Todos observamos que hay infinidad de famosos que saben perfectamente dónde están, quiénes son y cuáles son sus virtudes y limitaciones. Lo que no quiere decir que no se manifiesten cuando lo estimen conveniente. Ellos y ellas mantienen los pies en la tierra y se guardan mucho de hacer o decir estupideces en público, o simplemente refugian sus ideas y su intimidad de intromisiones y tampoco quieren, prudentemente, meterse en temas que no dominan. Son esos que aparte de su trabajo solo salen en los medios para hacer promociones porque los contratos los obligan o porque ellos lo necesitan para sobrevivir profesionalmente. Y son esos famosos humildes que hacen su trabajo como cualquier otro trabajador, pero permanecen a salvo de endiosamientos y grandilocuencias. Y suelen ser personas que se mojan si hace falta haciendo gala de tacto y responsabilidad. No creen saber más que los demás ni se hacen eco de desinformaciones o bulos de todo tipo; tampoco tratan de alentar a las masas o a sus fans contra todo sentido cívico, conocimiento contrastado o actitud ética que pudiese contradecir sus intereses particulares. Son personas de otra estirpe, y reaccionan declinando invitaciones frente a no pocos medios que les tientan el ego o el bolsillo para sacarles de sus casillas y llenar las parrillas de contenidos suculentos para aumentar las audiencias.

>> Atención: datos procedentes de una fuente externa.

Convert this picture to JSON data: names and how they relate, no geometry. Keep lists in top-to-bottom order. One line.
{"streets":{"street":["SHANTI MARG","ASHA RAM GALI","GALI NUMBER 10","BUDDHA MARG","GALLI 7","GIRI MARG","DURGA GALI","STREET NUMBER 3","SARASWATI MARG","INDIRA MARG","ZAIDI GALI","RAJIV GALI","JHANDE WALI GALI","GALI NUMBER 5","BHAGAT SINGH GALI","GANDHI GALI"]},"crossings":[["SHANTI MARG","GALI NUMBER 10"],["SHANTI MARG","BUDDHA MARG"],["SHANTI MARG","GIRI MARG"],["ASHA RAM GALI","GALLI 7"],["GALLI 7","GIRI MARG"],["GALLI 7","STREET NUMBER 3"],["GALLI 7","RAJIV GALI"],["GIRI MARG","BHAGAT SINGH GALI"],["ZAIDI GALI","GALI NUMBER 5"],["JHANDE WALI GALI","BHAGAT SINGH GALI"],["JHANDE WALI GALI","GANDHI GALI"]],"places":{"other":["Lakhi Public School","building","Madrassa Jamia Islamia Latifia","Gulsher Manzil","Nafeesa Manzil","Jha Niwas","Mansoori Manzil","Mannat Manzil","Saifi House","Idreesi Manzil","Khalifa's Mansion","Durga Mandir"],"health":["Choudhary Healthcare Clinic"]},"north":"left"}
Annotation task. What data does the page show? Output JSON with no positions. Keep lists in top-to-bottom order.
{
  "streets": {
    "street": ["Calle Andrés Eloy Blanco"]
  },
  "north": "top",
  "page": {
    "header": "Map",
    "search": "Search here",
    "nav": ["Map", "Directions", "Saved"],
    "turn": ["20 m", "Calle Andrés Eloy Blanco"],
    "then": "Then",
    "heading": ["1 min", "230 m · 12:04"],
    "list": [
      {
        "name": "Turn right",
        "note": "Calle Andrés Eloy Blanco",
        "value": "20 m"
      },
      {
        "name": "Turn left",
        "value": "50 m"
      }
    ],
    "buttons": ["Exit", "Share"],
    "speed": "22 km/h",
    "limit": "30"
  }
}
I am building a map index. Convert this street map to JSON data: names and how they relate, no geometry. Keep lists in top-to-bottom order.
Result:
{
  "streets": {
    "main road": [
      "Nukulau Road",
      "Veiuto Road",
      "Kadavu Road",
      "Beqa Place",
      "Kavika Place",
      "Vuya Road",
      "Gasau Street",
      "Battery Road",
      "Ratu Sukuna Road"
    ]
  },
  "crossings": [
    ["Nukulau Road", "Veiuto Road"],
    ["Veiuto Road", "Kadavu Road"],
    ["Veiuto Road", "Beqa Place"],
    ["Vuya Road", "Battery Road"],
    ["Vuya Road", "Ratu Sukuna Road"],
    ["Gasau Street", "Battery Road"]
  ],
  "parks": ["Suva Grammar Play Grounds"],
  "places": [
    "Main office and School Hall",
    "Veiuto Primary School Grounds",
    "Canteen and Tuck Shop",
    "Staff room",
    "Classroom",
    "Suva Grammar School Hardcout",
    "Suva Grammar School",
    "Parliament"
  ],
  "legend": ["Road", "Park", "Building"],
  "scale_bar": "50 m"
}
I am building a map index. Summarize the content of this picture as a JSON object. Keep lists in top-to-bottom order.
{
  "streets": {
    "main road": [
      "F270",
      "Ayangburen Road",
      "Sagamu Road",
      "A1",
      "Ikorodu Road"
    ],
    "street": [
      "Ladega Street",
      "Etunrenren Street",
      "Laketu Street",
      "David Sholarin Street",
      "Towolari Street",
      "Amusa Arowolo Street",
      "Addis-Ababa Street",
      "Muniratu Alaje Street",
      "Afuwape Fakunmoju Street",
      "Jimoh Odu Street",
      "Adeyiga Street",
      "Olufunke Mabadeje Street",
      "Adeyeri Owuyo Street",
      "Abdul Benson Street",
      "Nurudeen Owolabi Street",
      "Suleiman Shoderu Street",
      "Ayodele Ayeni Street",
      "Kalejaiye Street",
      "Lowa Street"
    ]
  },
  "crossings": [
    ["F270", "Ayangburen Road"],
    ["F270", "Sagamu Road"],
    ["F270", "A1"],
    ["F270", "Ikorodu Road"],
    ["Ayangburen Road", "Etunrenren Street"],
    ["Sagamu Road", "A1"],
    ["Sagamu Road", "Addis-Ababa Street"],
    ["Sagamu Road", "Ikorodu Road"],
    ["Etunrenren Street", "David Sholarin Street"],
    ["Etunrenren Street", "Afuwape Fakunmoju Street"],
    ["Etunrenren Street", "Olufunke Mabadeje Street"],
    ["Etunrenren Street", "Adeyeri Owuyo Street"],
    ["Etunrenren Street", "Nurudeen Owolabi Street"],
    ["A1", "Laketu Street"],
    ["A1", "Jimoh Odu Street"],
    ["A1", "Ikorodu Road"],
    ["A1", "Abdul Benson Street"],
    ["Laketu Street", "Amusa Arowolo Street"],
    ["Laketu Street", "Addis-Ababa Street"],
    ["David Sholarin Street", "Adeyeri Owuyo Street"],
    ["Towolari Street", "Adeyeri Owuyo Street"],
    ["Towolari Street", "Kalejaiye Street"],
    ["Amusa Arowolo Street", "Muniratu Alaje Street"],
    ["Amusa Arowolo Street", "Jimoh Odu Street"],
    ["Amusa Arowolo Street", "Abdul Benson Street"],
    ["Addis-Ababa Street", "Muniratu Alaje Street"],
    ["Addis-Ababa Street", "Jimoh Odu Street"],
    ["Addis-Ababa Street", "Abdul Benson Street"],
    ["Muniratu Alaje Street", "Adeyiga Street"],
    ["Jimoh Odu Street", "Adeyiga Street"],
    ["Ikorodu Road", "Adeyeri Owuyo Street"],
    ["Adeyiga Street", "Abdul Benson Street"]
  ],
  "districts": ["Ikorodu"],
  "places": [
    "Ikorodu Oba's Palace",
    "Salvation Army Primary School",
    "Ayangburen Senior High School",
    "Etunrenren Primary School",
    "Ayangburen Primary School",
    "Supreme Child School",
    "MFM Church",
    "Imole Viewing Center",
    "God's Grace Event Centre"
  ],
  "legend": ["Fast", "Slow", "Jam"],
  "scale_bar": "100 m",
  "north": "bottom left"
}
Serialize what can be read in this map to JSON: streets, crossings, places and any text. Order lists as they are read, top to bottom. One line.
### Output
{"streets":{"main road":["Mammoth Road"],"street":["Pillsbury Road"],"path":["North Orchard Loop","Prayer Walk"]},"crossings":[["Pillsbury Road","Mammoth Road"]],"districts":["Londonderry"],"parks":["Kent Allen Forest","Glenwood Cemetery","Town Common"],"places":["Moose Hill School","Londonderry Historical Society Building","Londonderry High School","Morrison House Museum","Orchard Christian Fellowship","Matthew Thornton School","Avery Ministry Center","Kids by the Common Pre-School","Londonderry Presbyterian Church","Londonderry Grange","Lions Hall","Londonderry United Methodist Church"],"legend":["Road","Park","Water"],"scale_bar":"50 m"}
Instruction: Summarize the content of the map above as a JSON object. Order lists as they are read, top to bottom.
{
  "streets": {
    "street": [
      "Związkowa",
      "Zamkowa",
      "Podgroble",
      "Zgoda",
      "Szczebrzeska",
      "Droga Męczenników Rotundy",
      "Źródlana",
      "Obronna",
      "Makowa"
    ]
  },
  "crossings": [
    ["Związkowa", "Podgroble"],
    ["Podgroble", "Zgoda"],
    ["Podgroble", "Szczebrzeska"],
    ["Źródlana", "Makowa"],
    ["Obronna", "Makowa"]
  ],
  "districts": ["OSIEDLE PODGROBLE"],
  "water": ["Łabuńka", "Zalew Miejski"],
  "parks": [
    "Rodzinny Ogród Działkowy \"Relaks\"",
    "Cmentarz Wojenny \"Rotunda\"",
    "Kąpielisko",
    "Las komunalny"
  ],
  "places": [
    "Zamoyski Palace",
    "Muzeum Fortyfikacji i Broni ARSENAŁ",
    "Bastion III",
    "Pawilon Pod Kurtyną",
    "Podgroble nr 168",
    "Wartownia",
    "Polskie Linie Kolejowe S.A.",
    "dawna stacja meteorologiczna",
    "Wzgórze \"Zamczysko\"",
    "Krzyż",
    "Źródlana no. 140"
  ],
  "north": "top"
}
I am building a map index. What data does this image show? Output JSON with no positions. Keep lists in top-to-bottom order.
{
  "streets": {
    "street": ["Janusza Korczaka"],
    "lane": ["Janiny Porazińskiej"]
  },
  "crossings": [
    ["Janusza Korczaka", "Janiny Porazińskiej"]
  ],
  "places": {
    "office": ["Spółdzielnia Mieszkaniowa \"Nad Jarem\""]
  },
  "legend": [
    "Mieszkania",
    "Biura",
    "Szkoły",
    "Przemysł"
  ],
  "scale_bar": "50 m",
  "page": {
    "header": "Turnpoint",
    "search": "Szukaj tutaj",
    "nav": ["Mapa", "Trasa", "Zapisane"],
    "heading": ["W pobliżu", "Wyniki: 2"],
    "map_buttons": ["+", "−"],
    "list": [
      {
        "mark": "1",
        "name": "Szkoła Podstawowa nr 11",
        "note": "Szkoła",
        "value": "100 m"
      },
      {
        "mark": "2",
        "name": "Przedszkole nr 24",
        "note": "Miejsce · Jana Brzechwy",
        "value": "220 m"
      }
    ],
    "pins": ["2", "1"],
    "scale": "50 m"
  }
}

En sentido contrario tenemos a los arrogantes y bocazas. Tenemos clamorosos ejemplos en el caso del covid-19 o las vacunas contra la misma. Nos hemos quedado estupefactos viendo a un Miguel Bosé, un Enrique Bunbury o una Victoria Abril emitiendo en foros, redes y televisiones ridículos exabruptos (conspiranoicos) que hacen estremecer a muchas personas, algunas totalmente indefensas, física y anímicamente. Y lo han hecho sin más justificación aparente que un posible delirio de grandeza y superioridad, un acceso privilegiado a fuentes ignotas para el resto del género humano o una salida airada por una manifiesta incapacidad para soportar el infortunio de la pandemia. Y el problema no es que se expresen –ya hemos dicho que tienen todo el derecho a decir cuanto quieran, en eso consiste la libertad, en permitirles manifestar sus ideas o sentimientos–, el problema está en que hablan desde posiciones de privilegio sin datos reales ni fundamentos y de manera absolutamente arbitraria y prepotente. Y si tienen razón, estamos esperando sus demostraciones.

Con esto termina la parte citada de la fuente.